DATA FOR REVIEW: Begin

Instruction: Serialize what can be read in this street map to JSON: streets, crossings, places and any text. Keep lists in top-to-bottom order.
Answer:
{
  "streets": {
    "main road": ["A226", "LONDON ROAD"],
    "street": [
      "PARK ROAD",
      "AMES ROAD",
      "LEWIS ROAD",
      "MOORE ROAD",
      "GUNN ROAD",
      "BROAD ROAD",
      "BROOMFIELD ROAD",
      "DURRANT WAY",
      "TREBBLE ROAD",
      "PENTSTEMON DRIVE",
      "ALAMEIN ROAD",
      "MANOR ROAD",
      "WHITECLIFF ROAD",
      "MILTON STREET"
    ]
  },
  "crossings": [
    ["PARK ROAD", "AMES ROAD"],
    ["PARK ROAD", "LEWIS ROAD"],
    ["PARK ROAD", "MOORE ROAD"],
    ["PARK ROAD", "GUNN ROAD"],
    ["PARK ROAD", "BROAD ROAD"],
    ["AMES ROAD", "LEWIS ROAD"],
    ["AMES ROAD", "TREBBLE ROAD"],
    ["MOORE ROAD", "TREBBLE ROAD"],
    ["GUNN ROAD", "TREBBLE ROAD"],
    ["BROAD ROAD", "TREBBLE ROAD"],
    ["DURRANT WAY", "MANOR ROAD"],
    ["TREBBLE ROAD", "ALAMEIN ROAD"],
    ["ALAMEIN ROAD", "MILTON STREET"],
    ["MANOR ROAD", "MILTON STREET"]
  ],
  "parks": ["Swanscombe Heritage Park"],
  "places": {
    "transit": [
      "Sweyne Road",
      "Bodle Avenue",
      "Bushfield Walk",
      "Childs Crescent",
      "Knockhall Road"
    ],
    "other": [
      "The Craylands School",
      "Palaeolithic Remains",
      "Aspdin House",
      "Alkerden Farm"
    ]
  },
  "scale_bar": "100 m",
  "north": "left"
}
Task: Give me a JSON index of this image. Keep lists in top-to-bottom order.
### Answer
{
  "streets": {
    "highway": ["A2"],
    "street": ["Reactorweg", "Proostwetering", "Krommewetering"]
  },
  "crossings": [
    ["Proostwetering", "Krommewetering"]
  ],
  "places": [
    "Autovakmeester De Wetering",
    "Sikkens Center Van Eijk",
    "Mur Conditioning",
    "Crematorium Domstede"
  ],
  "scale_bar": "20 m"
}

DATA FOR REVIEW: End

DESCRIPTION OF THE TASK: Print exactly the lines from the one containing "Task: Give me" through the last line of the records above, both included.

SOLUTION TO THIS TASK:
Task: Give me a JSON index of this image. Keep lists in top-to-bottom order.
### Answer
{
  "streets": {
    "highway": ["A2"],
    "street": ["Reactorweg", "Proostwetering", "Krommewetering"]
  },
  "crossings": [
    ["Proostwetering", "Krommewetering"]
  ],
  "places": [
    "Autovakmeester De Wetering",
    "Sikkens Center Van Eijk",
    "Mur Conditioning",
    "Crematorium Domstede"
  ],
  "scale_bar": "20 m"
}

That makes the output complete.